■ WHAT THE TASK REQUIRES: The data below is to be written out exactly, with no pictures.

■ DATA BELOW:
=====

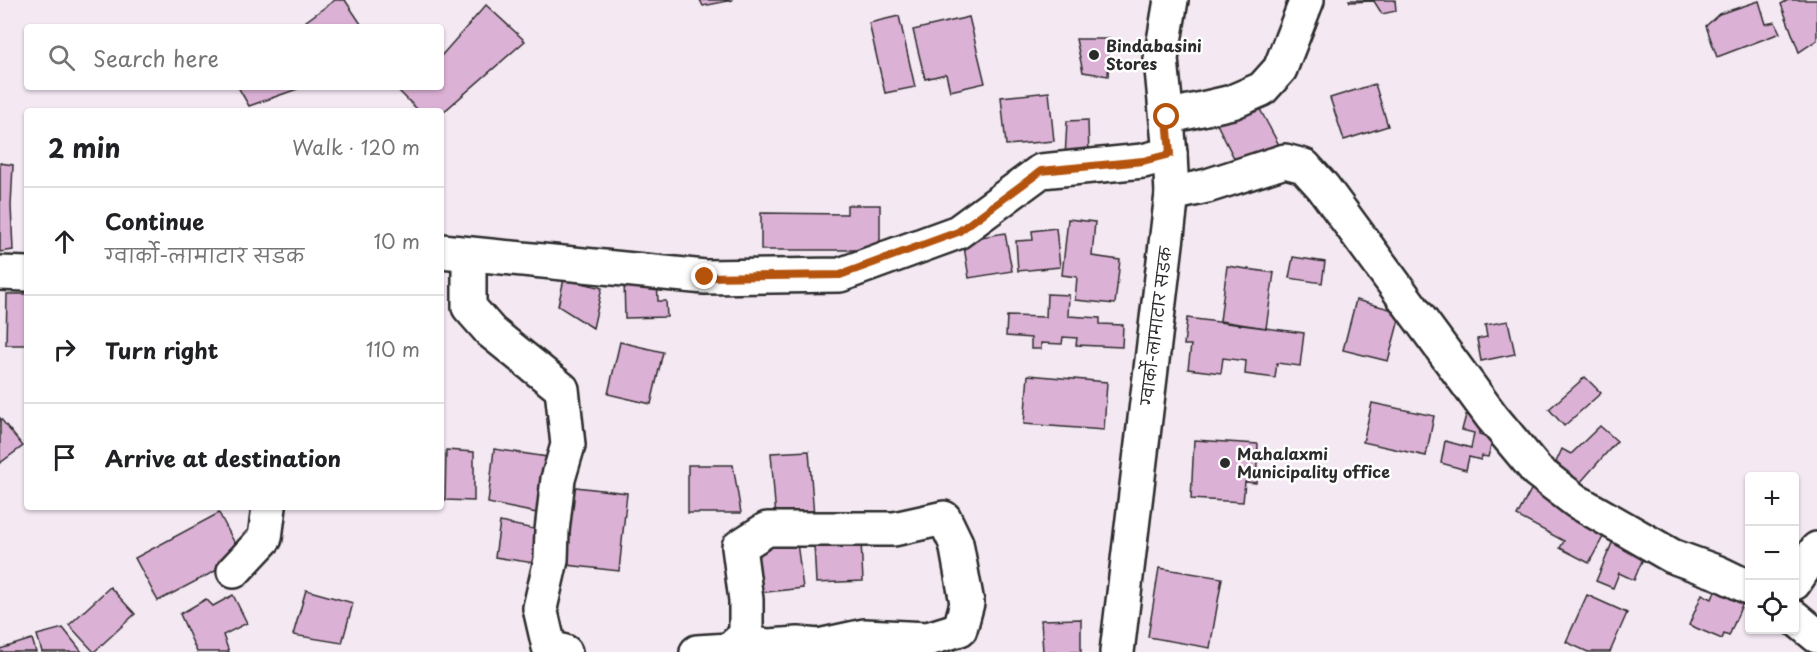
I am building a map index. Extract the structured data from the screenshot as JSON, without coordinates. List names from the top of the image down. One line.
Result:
{"streets":{"street":["ग्वार्को-लामाटार सडक"]},"places":["Bindabasini Stores","Mahalaxmi Municipality office"],"page":{"search":"Search here","heading":["2 min","Walk · 120 m"],"list":[["Continue","ग्वार्को-लामाटार सडक","10 m"],["Turn right","110 m"],"Arrive at destination"],"map_buttons":["+","−"]}}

=====

■ TASK OUTPUT:
I am building a map index. Extract the structured data from the screenshot as JSON, without coordinates. List names from the top of the image down. One line.
Result:
{"streets":{"street":["ग्वार्को-लामाटार सडक"]},"places":["Bindabasini Stores","Mahalaxmi Municipality office"],"page":{"search":"Search here","heading":["2 min","Walk · 120 m"],"list":[["Continue","ग्वार्को-लामाटार सडक","10 m"],["Turn right","110 m"],"Arrive at destination"],"map_buttons":["+","−"]}}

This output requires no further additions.